WHAT IS EXPECTED
Please write out, exactly, every line of the listing from its first line through the one that includes "height:4.5px; margin-top:-2.25px; transform-origin:0;".

TASK DATA
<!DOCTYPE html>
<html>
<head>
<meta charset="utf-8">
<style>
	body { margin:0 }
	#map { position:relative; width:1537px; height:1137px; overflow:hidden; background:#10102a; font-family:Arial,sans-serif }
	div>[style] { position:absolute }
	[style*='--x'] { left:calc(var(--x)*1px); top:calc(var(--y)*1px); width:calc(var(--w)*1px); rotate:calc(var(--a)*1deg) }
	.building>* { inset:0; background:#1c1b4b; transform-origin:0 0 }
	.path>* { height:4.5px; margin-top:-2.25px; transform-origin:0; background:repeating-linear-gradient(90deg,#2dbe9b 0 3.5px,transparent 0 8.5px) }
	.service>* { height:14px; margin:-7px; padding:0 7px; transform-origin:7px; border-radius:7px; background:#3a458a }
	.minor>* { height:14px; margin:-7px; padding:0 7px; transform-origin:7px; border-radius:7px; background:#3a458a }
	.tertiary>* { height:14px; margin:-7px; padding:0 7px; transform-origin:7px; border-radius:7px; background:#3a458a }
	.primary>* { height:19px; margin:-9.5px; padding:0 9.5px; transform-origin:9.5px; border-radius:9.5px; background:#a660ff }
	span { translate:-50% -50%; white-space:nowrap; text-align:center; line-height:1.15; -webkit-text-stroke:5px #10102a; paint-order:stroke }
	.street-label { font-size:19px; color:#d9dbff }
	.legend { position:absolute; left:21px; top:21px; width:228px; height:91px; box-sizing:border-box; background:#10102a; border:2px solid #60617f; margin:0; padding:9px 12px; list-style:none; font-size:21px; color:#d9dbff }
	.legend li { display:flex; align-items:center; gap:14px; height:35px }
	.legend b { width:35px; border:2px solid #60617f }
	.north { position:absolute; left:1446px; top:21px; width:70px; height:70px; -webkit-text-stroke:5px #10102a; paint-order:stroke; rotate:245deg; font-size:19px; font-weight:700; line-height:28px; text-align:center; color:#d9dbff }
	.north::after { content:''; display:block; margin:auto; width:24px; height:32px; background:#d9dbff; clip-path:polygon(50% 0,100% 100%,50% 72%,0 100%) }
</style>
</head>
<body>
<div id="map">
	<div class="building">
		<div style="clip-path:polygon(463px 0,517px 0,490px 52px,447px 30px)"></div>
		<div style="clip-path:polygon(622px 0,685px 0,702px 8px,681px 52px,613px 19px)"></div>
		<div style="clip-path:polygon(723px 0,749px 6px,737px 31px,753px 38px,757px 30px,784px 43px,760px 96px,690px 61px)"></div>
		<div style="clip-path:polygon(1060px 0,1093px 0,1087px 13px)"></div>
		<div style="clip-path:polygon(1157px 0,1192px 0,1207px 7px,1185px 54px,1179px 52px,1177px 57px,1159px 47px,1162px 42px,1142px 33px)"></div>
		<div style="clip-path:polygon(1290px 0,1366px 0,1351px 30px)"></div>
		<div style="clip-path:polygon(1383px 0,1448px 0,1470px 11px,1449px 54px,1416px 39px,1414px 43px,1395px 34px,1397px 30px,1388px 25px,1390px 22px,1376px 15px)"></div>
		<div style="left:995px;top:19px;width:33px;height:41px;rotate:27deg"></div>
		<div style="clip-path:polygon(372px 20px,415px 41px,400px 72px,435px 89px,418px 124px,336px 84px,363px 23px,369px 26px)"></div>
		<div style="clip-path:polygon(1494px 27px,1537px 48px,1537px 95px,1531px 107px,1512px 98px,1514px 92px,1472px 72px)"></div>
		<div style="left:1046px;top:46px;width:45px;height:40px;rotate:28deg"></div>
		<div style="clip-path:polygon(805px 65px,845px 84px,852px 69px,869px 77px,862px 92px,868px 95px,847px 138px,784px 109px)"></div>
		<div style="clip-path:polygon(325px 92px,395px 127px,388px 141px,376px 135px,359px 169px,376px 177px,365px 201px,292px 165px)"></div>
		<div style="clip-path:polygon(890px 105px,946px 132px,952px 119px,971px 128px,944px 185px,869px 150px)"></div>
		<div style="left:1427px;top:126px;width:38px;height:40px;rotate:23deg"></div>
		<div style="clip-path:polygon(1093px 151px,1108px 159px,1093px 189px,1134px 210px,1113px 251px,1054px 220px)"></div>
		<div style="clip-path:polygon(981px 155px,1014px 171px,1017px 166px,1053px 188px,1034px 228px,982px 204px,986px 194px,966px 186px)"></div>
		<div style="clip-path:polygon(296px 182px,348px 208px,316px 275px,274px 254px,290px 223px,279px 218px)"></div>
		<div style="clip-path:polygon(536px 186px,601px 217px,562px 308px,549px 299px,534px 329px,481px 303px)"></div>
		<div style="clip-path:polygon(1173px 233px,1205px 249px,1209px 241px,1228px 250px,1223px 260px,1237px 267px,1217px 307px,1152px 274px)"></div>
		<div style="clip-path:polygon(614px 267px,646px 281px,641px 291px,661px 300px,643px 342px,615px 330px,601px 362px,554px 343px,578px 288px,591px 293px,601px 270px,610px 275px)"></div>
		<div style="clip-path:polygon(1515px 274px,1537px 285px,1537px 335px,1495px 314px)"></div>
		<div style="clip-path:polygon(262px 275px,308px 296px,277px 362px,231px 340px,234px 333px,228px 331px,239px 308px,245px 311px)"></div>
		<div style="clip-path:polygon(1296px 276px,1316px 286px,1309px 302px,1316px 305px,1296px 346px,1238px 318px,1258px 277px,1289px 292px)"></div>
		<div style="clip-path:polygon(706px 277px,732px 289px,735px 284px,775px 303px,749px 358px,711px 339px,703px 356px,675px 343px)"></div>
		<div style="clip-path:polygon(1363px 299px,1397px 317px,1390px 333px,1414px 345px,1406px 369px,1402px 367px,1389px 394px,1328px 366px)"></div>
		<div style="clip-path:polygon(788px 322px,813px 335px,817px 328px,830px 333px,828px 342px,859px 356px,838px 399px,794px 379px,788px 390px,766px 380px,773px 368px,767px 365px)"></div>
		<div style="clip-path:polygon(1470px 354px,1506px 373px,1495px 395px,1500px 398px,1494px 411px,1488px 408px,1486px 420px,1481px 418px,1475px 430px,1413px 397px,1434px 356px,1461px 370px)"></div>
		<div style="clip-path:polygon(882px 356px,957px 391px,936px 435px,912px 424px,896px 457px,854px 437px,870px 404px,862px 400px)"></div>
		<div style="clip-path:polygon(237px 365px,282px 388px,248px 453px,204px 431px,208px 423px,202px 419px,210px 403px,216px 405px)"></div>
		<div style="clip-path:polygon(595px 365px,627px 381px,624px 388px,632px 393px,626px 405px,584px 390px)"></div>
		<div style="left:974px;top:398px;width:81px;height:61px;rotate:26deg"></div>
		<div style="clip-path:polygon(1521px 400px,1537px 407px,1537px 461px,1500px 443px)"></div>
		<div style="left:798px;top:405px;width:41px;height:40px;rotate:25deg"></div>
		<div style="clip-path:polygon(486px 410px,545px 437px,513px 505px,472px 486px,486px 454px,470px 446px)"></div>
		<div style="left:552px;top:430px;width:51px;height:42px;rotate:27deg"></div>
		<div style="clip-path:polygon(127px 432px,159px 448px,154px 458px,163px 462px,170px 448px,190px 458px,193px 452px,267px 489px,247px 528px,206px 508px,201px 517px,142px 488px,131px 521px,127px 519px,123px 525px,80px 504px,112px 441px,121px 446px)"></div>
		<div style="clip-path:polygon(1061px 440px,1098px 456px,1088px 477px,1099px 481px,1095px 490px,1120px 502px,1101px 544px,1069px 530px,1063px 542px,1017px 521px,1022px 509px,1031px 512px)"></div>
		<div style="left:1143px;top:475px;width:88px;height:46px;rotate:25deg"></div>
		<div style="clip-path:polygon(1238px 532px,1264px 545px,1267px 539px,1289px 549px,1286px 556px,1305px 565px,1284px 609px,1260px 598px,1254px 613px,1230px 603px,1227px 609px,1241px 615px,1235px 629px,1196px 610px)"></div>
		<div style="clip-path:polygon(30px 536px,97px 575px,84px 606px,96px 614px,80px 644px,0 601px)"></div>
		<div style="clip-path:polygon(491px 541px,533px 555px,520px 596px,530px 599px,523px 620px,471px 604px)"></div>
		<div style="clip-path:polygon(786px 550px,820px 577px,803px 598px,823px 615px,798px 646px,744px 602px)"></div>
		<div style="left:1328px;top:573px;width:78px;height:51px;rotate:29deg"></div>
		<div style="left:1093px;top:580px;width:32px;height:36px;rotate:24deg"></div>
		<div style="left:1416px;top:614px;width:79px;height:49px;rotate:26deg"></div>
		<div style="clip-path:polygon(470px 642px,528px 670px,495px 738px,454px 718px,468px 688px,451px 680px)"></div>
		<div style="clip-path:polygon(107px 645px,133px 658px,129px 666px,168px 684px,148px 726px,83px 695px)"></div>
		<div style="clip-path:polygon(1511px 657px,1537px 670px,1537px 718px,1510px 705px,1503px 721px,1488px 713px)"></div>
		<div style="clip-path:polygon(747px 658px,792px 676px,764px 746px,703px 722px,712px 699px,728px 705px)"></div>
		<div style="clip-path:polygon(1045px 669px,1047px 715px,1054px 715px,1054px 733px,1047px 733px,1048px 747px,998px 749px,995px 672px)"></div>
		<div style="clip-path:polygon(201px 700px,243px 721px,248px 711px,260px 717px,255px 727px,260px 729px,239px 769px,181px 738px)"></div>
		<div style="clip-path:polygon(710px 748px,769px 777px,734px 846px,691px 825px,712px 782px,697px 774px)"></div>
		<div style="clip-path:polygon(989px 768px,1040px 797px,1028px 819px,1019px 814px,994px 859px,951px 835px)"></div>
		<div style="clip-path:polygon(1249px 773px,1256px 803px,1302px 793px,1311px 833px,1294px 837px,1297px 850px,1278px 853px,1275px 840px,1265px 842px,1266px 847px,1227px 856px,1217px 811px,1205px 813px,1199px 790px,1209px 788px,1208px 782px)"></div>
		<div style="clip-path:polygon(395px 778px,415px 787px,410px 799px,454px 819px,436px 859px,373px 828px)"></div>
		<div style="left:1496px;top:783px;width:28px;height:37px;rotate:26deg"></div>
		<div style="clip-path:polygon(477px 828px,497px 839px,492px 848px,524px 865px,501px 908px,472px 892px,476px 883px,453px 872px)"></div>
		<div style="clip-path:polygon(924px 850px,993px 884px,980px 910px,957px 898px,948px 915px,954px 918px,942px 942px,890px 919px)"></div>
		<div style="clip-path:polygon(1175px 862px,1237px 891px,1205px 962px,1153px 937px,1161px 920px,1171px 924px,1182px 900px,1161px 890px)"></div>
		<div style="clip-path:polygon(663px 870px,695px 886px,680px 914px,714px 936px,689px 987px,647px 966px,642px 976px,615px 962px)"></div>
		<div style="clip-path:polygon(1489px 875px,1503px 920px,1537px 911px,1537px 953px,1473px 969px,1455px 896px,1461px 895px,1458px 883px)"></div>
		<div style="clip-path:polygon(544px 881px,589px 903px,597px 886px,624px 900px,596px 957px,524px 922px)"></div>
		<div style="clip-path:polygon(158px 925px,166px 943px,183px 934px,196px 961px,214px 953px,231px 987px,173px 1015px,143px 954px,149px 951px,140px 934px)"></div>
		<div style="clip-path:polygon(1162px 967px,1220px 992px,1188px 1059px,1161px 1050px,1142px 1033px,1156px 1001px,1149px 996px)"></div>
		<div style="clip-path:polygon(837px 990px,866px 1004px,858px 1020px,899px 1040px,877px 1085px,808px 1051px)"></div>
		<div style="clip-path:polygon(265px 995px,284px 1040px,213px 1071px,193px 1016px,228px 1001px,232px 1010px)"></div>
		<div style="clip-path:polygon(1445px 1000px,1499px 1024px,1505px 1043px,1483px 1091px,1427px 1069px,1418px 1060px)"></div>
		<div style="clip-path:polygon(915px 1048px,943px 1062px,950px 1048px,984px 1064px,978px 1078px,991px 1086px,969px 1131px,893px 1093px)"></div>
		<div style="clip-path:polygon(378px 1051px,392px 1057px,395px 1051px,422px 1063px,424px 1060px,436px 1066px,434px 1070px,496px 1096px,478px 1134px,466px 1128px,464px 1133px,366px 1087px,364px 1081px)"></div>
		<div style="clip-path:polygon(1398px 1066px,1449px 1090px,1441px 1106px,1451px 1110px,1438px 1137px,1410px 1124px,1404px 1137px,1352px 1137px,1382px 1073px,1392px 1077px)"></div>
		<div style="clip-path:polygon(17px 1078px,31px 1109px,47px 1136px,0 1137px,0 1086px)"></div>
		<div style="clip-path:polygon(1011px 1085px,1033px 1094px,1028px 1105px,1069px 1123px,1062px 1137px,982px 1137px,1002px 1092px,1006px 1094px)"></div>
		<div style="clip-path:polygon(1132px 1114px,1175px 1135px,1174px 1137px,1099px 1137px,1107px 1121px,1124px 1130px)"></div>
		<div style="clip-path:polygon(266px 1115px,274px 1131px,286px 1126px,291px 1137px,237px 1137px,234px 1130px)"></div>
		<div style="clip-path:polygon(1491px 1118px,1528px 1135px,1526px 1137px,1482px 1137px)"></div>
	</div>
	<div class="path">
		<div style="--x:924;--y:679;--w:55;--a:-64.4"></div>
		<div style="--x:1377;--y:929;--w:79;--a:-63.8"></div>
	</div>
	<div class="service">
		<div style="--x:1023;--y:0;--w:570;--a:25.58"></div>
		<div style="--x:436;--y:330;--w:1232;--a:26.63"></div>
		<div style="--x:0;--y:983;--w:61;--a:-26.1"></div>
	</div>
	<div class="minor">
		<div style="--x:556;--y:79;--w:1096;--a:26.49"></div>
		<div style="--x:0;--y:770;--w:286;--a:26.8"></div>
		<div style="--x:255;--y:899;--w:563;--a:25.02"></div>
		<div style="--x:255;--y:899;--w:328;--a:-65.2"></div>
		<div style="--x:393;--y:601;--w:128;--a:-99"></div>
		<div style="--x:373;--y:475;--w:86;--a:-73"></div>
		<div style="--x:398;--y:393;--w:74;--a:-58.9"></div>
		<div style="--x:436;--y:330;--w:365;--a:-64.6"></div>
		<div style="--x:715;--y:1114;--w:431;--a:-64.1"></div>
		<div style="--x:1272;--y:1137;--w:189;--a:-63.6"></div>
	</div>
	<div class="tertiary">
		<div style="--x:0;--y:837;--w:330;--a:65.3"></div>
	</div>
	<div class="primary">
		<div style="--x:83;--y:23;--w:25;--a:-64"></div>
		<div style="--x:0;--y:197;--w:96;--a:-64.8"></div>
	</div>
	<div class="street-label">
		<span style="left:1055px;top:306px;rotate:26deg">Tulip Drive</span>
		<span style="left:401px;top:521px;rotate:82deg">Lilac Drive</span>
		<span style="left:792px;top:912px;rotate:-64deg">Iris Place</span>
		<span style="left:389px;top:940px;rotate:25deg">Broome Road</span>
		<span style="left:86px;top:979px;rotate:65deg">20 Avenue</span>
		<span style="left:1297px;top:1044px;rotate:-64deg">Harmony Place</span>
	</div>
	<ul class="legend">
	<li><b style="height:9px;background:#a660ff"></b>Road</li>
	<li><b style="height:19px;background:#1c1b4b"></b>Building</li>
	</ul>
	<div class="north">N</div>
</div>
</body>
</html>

SOLUTION FOR THIS PROBLEM
<!DOCTYPE html>
<html>
<head>
<meta charset="utf-8">
<style>
	body { margin:0 }
	#map { position:relative; width:1537px; height:1137px; overflow:hidden; background:#10102a; font-family:Arial,sans-serif }
	div>[style] { position:absolute }
	[style*='--x'] { left:calc(var(--x)*1px); top:calc(var(--y)*1px); width:calc(var(--w)*1px); rotate:calc(var(--a)*1deg) }
	.building>* { inset:0; background:#1c1b4b; transform-origin:0 0 }
	.path>* { height:4.5px; margin-top:-2.25px; transform-origin:0; background:repeating-linear-gradient(90deg,#2dbe9b 0 3.5px,transparent 0 8.5px) }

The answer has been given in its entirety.